CA TOULOUSE (2e ch. sect. 1), 25 novembre 2015
CERCLAB - DOCUMENT N° 5431
CA TOULOUSE (2e ch. sect. 1), 25 novembre 2015 : RG n° 13/06130 ; arrêt n° 676
Publication : Jurica
Extrait : « Les contrats concomitants ou successifs qui s'inscrivent dans une opération incluant une location financière sont interdépendants ; sont réputées non écrites les clauses des contrats inconciliables avec cette interdépendance. […]Il y a donc bien indivisibilité du contrat de prestations de services et du contrat de location financière qui a été cédé à la société Locam, ce que cette dernière ne peut ignorer eu égard au bon de commande ainsi signé.
Dans la mesure où Mme X. établit que le procès-verbal de réception a été signé le même jour que le bon de commande le 4 janvier 2011 alors que la prestation ne pouvait être réalisée puisque par courrier du 7 janvier 2011, la société Cortix informait la cliente que le nom de domaine venait d'être transmis et que le site commandé était en cours de création graphique, qu'en outre, ce n'est que par lettre du 26 janvier 2011, que la société Cortix précisait que le site était en ligne avec le nom de domaine ; le procès-verbal de réception du 4 janvier 2011 est donc nul et ne peut valoir réception sans réserve des prestations d'installation ni du bon fonctionnement du site commandé. Mme X. rapporte la preuve qu'elle s'est plaint du mauvais fonctionnement du site dès le 31 janvier 2011 en précisant que le site ne correspondait pas à son catalogue tel que demandé dans le bon de commande et, dès le 22 février 2011, elle sollicitait la résiliation du contrat pour non-réalisation des prestations commandées notamment concernant son catalogue et l'insuffisance du site livré sur de nombreux points.
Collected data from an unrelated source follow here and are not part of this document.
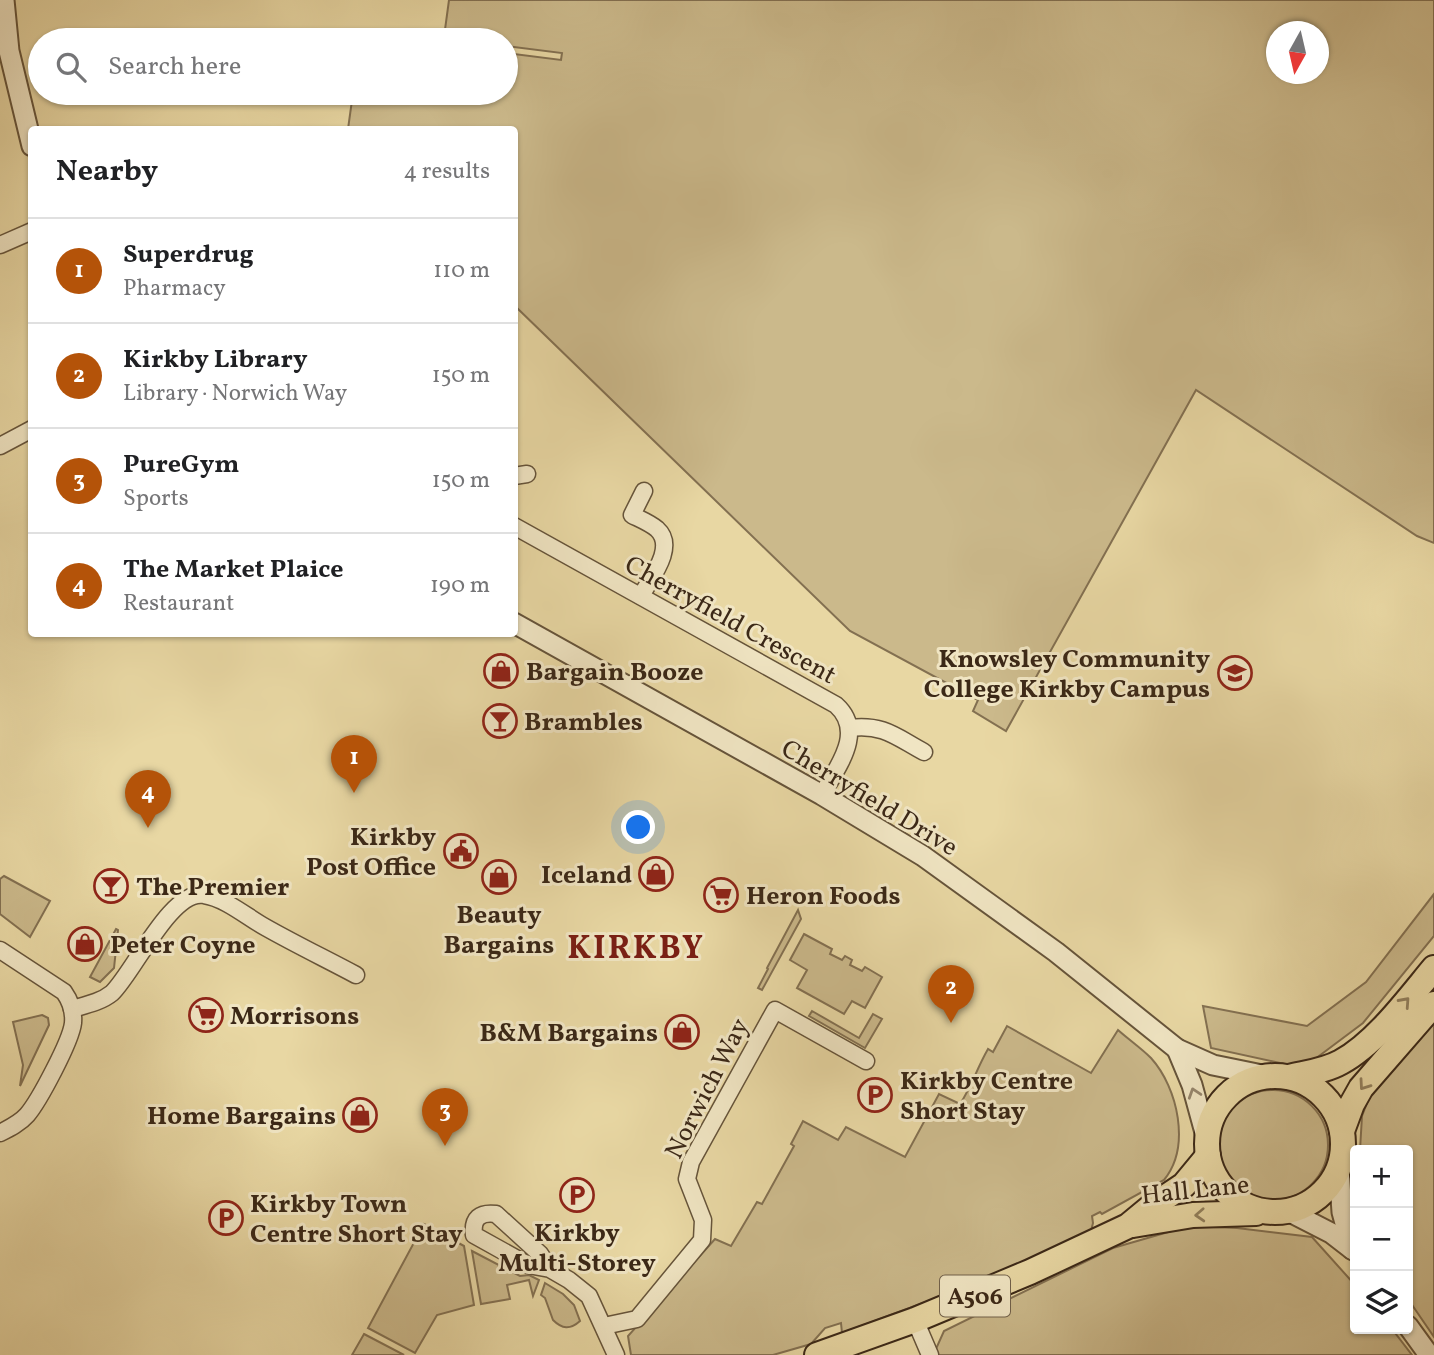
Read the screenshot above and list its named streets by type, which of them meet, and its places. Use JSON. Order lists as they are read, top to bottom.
{
  "streets": {
    "main road": ["Hall Lane", "A506"],
    "street": ["Cherryfield Crescent", "Cherryfield Drive", "Norwich Way"]
  },
  "crossings": [
    ["Cherryfield Drive", "Hall Lane"],
    ["Cherryfield Drive", "A506"],
    ["Hall Lane", "A506"]
  ],
  "districts": ["KIRKBY"],
  "places": {
    "shop": [
      "Bargain Booze",
      "Iceland",
      "Beauty Bargains",
      "Peter Coyne",
      "B&M Bargains",
      "Home Bargains"
    ],
    "school or university": ["Knowsley Community College Kirkby Campus"],
    "bar": ["Brambles", "The Premier"],
    "public building": ["Kirkby Post Office"],
    "supermarket": ["Heron Foods", "Morrisons"],
    "parking": ["Kirkby Centre Short Stay", "Kirkby Multi-Storey", "Kirkby Town Centre Short Stay"]
  },
  "north": "bottom",
  "page": {
    "search": "Search here",
    "heading": ["Nearby", "4 results"],
    "list": [
      {
        "mark": "1",
        "name": "Superdrug",
        "note": "Pharmacy",
        "value": "110 m"
      },
      {
        "mark": "2",
        "name": "Kirkby Library",
        "note": "Library · Norwich Way",
        "value": "150 m"
      },
      {
        "mark": "3",
        "name": "PureGym",
        "note": "Sports",
        "value": "150 m"
      },
      {
        "mark": "4",
        "name": "The Market Plaice",
        "note": "Restaurant",
        "value": "190 m"
      }
    ],
    "pins": [
      "1",
      "4",
      "2",
      "3"
    ],
    "map_buttons": ["+", "−"]
  }
}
La société Locam se borne à produire le procès-verbal du 4 janvier 2011 pour dire la prestation réalisée et acceptée sans réserve par la cliente.
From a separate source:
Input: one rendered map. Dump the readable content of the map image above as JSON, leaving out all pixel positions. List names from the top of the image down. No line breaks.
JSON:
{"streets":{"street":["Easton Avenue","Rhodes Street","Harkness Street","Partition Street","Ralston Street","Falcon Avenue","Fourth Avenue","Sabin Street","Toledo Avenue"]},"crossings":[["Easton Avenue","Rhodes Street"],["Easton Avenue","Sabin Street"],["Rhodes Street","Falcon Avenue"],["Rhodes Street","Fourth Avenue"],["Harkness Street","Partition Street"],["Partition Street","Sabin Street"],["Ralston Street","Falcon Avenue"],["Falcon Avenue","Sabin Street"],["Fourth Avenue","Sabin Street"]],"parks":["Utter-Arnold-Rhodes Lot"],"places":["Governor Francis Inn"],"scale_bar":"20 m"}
La cour constate que la commande des prestations faite auprès de la société Cortix n'ayant pas été réalisée selon les spécifications clairement exprimées par la cliente, le contrat est nul par manquement au devoir de délivrance et l'indivisibilité de ce contrat de prestation avec le contrat de location financière rend nul le contrat de location financière dont veut se prévaloir la société Locam. »
RÉPUBLIQUE FRANÇAISE
AU NOM DU PEUPLE FRANÇAIS
COUR D’APPEL DE TOULOUSE
DEUXIÈME CHAMBRE SECTION 1
ARRÊT DU 25 NOVEMBRE 2015
ÉLÉMENTS D’IDENTIFICATION DE LA DÉCISION (N.B. : mention ne figurant pas sur l’original)
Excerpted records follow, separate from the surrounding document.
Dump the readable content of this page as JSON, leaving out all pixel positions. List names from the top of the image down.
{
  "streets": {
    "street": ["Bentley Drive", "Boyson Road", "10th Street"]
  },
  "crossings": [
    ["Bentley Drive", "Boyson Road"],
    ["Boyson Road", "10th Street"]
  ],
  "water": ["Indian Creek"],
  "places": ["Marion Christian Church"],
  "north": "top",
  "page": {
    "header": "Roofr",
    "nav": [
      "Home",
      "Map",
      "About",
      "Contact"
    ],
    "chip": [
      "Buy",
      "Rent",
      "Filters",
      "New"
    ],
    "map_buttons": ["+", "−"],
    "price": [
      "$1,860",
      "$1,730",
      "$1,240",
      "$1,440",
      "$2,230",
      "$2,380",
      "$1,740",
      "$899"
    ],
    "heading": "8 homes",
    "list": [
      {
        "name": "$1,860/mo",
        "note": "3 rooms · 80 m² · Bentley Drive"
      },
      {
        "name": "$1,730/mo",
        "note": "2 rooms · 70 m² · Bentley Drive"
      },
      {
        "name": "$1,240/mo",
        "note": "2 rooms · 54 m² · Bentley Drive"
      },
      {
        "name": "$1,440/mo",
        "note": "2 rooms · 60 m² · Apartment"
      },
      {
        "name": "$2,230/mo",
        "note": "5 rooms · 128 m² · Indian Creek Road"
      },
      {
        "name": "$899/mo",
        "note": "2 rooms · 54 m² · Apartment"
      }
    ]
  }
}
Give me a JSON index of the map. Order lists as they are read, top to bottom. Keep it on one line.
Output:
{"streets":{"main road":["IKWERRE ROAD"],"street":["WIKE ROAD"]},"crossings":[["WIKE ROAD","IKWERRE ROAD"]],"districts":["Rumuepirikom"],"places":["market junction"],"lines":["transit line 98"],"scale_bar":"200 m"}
R.G. n° 13/06130. Arrêt n° 676. Décision déférée du 4 septembre 2013 - Tribunal de Commerce de MONTAUBAN - R.G. n° 2012/40.
APPELANTE :
Madame X. née Y.
Représentée par Maître Lucien BEDOC, avocat au barreau de Tarn-et-Garonne
INTIMÉES :
SAS LOCAM Location Automobiles MATÉRIELS
Représentée par Maître Bruno MERLE, avocat au barreau de Toulouse assistée de Maître LEXI de la SELARL LEXI CONSEIL ET DÉFENSE, avocat au barreau de Saint-Etienne
SELARL MALMEZAT PRAT es qualité de mandataire judiciaire de la SA CORTIX
SA CORTIX en liquidation judiciaire représentée par la SELARL MALMEZAT PRAT.
n'ont pas constitué avocat
COMPOSITION DE LA COUR : Après audition du rapport, l'affaire a été débattue le 16 septembre 2015 en audience publique, devant la Cour composée de : G. COUSTEAUX, président, V. SALMERON, conseiller, J.M. BAÏSSUS, conseiller, qui en ont délibéré.
Greffier, lors des débats : M. MARGUERIT
ARRÊT : - réputé contradictoire - prononcé publiquement par mise à disposition au greffe après avis aux parties - signé par G. COUSTEAUX, président, et par C. LERMIGNY, greffier de chambre.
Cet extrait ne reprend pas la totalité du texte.